Oh, and I have been doing the "blog" thing now for a year!!! Wow! Happy Birthday to me!

Wednesday, August 12, 2009

For August 13

Two interesting recipes this week, both involving almonds:

Lemony Almond Bars, from The King Arthur Flour Cookie Companion
Chocolate Spice Quickies, from Dorie Greenspan, Baking: From My Home To Yours

This is the second week in a row I am doing a chocolate cookie recipe from Dorie Greenspan. In terms of technique, these are rather similar to the World Peace Cookies that I did last week, but they are also quite different in result. Here, the cookies are a bit softer, and have a slightly elusive quality. They have both allspice and ground almonds in them, which is probably why. Dorie calls them quickies, and they are and aren't - they are because this is a fairly quick dough to make, and they aren't because the dough then needs to be refrigerated for at least 4 hours before slicing and baking. I like these a lot, and I think they are a bit more complex than the World Peace Cookies (I just asked Andrew, who says it is a close call but thinks the World Peace Cookies edge these out; so much for world peace).

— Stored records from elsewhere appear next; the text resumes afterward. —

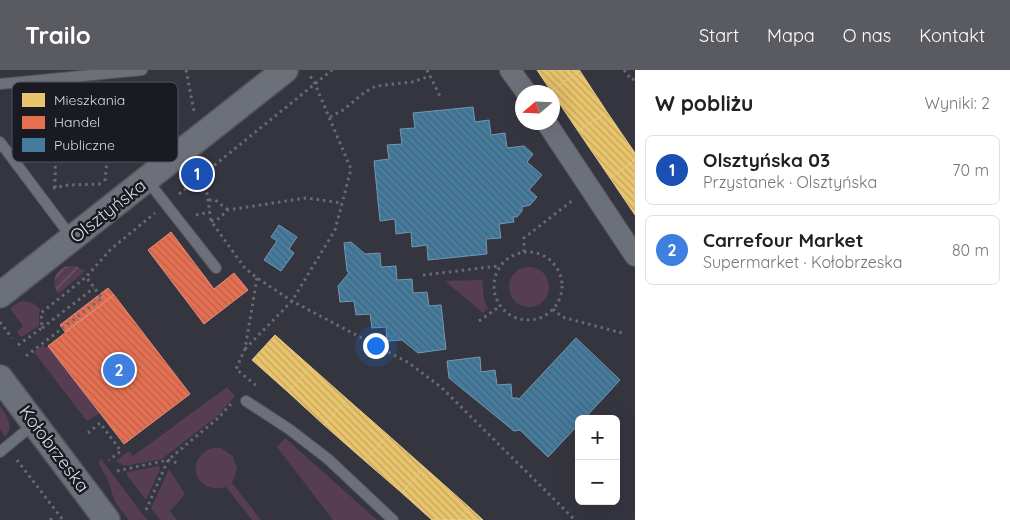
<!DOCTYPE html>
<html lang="pl">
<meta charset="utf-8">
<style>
:root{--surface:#fff;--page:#f6f6f6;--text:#202124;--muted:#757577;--line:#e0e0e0;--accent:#5a5b61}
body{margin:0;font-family:Quicksand,sans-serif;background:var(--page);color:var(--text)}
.controls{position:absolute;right:15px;bottom:15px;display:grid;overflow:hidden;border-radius:8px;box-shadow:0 5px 20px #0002}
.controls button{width:45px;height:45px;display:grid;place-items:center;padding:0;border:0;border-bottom:1px solid var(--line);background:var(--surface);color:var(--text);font:25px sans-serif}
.compass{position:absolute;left:515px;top:15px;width:45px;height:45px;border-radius:50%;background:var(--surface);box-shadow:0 5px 20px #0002;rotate:251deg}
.you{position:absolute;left:375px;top:275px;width:18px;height:18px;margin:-12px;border:4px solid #fff;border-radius:50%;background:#1a73e8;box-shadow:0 0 0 8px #1a73e833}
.badge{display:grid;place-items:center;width:32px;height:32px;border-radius:50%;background:var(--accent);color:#fff;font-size:16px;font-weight:700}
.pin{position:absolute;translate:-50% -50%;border:2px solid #fff;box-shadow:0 1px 5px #0006}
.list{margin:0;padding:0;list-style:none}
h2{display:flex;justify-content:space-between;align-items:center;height:65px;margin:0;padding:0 20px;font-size:21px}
h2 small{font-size:16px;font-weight:400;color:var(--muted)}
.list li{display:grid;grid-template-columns:32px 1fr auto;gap:15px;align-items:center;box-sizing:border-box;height:70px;margin:0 10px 10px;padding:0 10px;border:1px solid var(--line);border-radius:8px}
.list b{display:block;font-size:19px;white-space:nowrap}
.list p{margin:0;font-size:16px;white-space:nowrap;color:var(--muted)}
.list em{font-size:16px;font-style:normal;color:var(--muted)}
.map{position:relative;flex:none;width:635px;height:450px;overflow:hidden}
header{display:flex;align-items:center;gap:30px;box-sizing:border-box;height:70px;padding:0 25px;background:var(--accent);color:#fff}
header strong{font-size:24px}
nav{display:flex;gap:28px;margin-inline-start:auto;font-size:18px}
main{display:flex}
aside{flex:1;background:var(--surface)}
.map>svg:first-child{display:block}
</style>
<header>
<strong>Trailo</strong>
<nav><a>Start</a><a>Mapa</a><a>O nas</a><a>Kontakt</a></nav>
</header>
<main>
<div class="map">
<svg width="635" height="450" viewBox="0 0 635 450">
<defs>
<pattern id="garden-furrows" width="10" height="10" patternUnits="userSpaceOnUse" patternTransform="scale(1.25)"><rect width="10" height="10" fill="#563d52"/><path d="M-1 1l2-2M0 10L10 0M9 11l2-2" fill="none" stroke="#6e586b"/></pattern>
<pattern id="homes-back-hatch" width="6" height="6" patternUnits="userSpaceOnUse" patternTransform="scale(1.25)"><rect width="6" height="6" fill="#e9c46a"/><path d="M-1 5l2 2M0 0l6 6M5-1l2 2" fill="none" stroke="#bfa461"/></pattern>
<pattern id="shops-back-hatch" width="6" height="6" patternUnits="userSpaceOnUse" patternTransform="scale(1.25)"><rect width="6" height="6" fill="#e76f51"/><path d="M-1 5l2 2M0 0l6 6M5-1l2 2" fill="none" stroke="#b5624d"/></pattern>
<pattern id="public-back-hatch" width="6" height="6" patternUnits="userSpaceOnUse" patternTransform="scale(1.25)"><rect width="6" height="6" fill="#457b9d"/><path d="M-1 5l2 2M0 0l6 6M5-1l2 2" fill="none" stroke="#43647a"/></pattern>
</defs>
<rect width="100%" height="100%" fill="#35353f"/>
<g fill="#563d52">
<circle cx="529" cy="217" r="20"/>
<path d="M482 210 484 229 488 238 483 243 445 211Z"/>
<path d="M23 231 33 233 41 240 39 242V256L21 267 17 262 23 256 10 238 19 232Z"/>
<path d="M43 275 45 278 48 276 100 343 89 350H86L34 282Z"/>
<path d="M227 317 235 326 217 346 162 389 125 396 116 391 129 381 133 386Z"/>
<path d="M0 336C7 346 15 356 5 367L0 359Z"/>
<path d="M285 368 377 450H333L277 377Z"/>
<path d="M213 378H221L233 386 237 399 232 413 261 450H252L226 417C195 426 183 387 213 378Z"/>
<path d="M101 389 147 450H129L115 432 107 408 98 392Z"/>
<path d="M159 396 160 399 146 430 127 405V402Z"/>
<path d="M169 399 185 424 170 441 177 450H160L151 438Z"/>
</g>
<path fill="url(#garden-furrows)" d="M68 196H76L85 201 58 224C51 212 54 200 68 196Z"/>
<g fill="url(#homes-back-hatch)" stroke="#e4cb8f">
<path d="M537 0H579L580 1 551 21Z"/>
<path d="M580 1 607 42 578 61 551 21Z"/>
<path d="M607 42 635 83V90L610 108 578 61Z"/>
<path d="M635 90V145L610 108Z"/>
<path d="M275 265 311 297 288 322 252 290Z"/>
<path d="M311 297 347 329 324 355 288 322Z"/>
<path d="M347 329 388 365 365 391 324 355Z"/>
<path d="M388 365 424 397 402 423 365 391Z"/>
<path d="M424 397 469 437 458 450H432L402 423Z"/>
<path d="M469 437 483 450H458Z"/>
</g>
<g fill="url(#shops-back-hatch)" stroke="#e38f7e">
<path d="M171 162 214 219 234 203 248 220 204 254 148 180Z"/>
<path d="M108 218 114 225 65 262 60 255Z"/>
<path d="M114 225 190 324 124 374 48 276Z"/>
</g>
<g fill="url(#public-back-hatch)" stroke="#7298b3">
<path d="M473 37 475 52 489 50 491 65 505 63 507 78 524 76 533 84 527 92 542 105 529 120 537 127 530 135 522 137V141L517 147H513L514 152 499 154 501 168 486 169 487 184 428 190 427 175 412 177 411 162 396 164 395 149 380 151 374 91 389 89 387 75 402 74 400 59 415 58 413 43Z"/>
<path d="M279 155 297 167 289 179 294 183 281 201 264 190 277 171 271 167Z"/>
<path d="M351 172 365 184 380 183 381 197 396 196 397 210 412 209 413 223 427 222 429 236 441 235 446 279 418 283 402 270 387 271 386 257 372 258 370 244 356 245 354 231 340 232 338 216 349 203 347 201 344 173Z"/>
<path d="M576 268 620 310 584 349H579V354L548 387 520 360 514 361 449 308 447 291 480 287 481 302 495 300 497 315 511 314 512 328H518V330Z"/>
</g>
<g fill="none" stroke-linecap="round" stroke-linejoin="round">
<g stroke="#54545c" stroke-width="12">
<g id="service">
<path d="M0 14 142 0"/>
<path d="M0 72 72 168"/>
<path d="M147 110 216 198"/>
<path d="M246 331 289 359 328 389 393 450"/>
<path d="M0 382 34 354"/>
</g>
</g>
<g stroke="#54545c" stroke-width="22">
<g id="minor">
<path d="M510 0 526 22"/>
<path d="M546 52 635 186"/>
</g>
</g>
<g stroke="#54545c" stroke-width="28">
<g id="tertiary">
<path d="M0 225 285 0"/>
<path d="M0 308 107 450"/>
</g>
</g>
<g stroke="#696b73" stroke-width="3" stroke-dasharray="2.5 4" stroke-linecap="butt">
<path d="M186 0 194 41"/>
<path d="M427 0 440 26"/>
<path d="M624 0 632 10 635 8"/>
<path d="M141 17 154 28 170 61"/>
<path d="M330 47 343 40 365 22 376 16 412 12 430 6"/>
<path d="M204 103 211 151 244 197 257 208 292 231 409 293 442 318 575 450"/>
<path d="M105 111 114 18"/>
<path d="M53 118 68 115 102 114"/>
<path d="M55 118 56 24"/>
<path d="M179 124 332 0"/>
<path d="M209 130H215L228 140"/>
<path d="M196 145 210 142"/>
<path d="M211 151 217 150 228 140 306 128 342 133"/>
<path d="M524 182V168L573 130"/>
<circle cx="528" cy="216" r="34"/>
<path d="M423 205 499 196"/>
<path d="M257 208 245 279 236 299 258 317"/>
<path d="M553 239 562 247 626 264"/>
<path d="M479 251 500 236"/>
<path d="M0 252 12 268"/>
<path d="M42 258 94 218"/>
<path d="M18 275 42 258 41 243 86 207 111 179 155 143"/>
<path d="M245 279 292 231 335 160 351 99 315 14 309 4"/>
<path d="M26 286 102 228 86 207"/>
<path d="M88 363 100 353 121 381 109 390"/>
<path d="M17 390 63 450"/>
<path d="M117 401 168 390 178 393"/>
<path d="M146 440 168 390 218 348 231 334"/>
<path d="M51 450V448"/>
</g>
<use href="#service" stroke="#6c7078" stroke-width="10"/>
<use href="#minor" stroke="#6c7078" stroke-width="20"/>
<use href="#tertiary" stroke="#6c7078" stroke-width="25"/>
</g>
<g text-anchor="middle" stroke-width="5" stroke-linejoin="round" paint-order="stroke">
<g font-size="18" fill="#dadbe6" stroke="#1a1a22">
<text transform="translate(108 141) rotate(-38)" y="6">Olsztyńska</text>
<text transform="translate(54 379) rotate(53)" y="6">Kołobrzeska</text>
</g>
</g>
<rect x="12" y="12" width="166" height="80" rx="8" fill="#1a1a22" stroke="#54545d" stroke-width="1"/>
<rect x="22" y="23" width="23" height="14" fill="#e9c46a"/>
<rect x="22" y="46" width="23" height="13" fill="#e76f51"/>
<rect x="22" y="68" width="23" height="14" fill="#457b9d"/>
<g font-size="14" fill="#dadbe6">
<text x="54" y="35">Mieszkania</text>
<text x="54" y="57">Handel</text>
<text x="54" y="80">Publiczne</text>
</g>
</svg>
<div class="controls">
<button>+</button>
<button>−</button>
</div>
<svg class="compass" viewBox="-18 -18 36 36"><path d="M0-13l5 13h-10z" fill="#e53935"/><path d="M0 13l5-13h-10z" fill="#757577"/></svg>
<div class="you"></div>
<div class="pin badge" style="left:197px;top:104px;background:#1a4fb4">1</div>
<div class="pin badge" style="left:119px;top:300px;background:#3f7fe0">2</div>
</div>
<aside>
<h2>W pobliżu<small>Wyniki: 2</small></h2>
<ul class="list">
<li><span class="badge" style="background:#1a4fb4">1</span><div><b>Olsztyńska 03</b><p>Przystanek · Olsztyńska</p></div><em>70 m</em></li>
<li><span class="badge" style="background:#3f7fe0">2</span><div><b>Carrefour Market</b><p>Supermarket · Kołobrzeska</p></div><em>80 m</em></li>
</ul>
</aside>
</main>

The lemony almond bars are unusual. They won't win any awards for looks, but they are really good. Lemon and almond are not a natural flavor combination, but here it works nicely. These bars involve three steps. First, you make a crust layer, which you bake. While it is baking, you make a topping layer, which is basically eggs, brown sugar and almonds. Put the topping on, bake for 20 minutes. While that is baking, you make a glaze, which involves fresh lemon juice, lemon zest and powdered sugar; when the bars come out of the oven, while still hot you pour the glaze over them, and the glaze is absorbed into the bars. As I said, these are very plain bars, but that makes the big lemon flavor a real surprise. These are a really nice, interesting bar. As far as I know, I haven't made either of these recipes before, and both are good, solid recipes.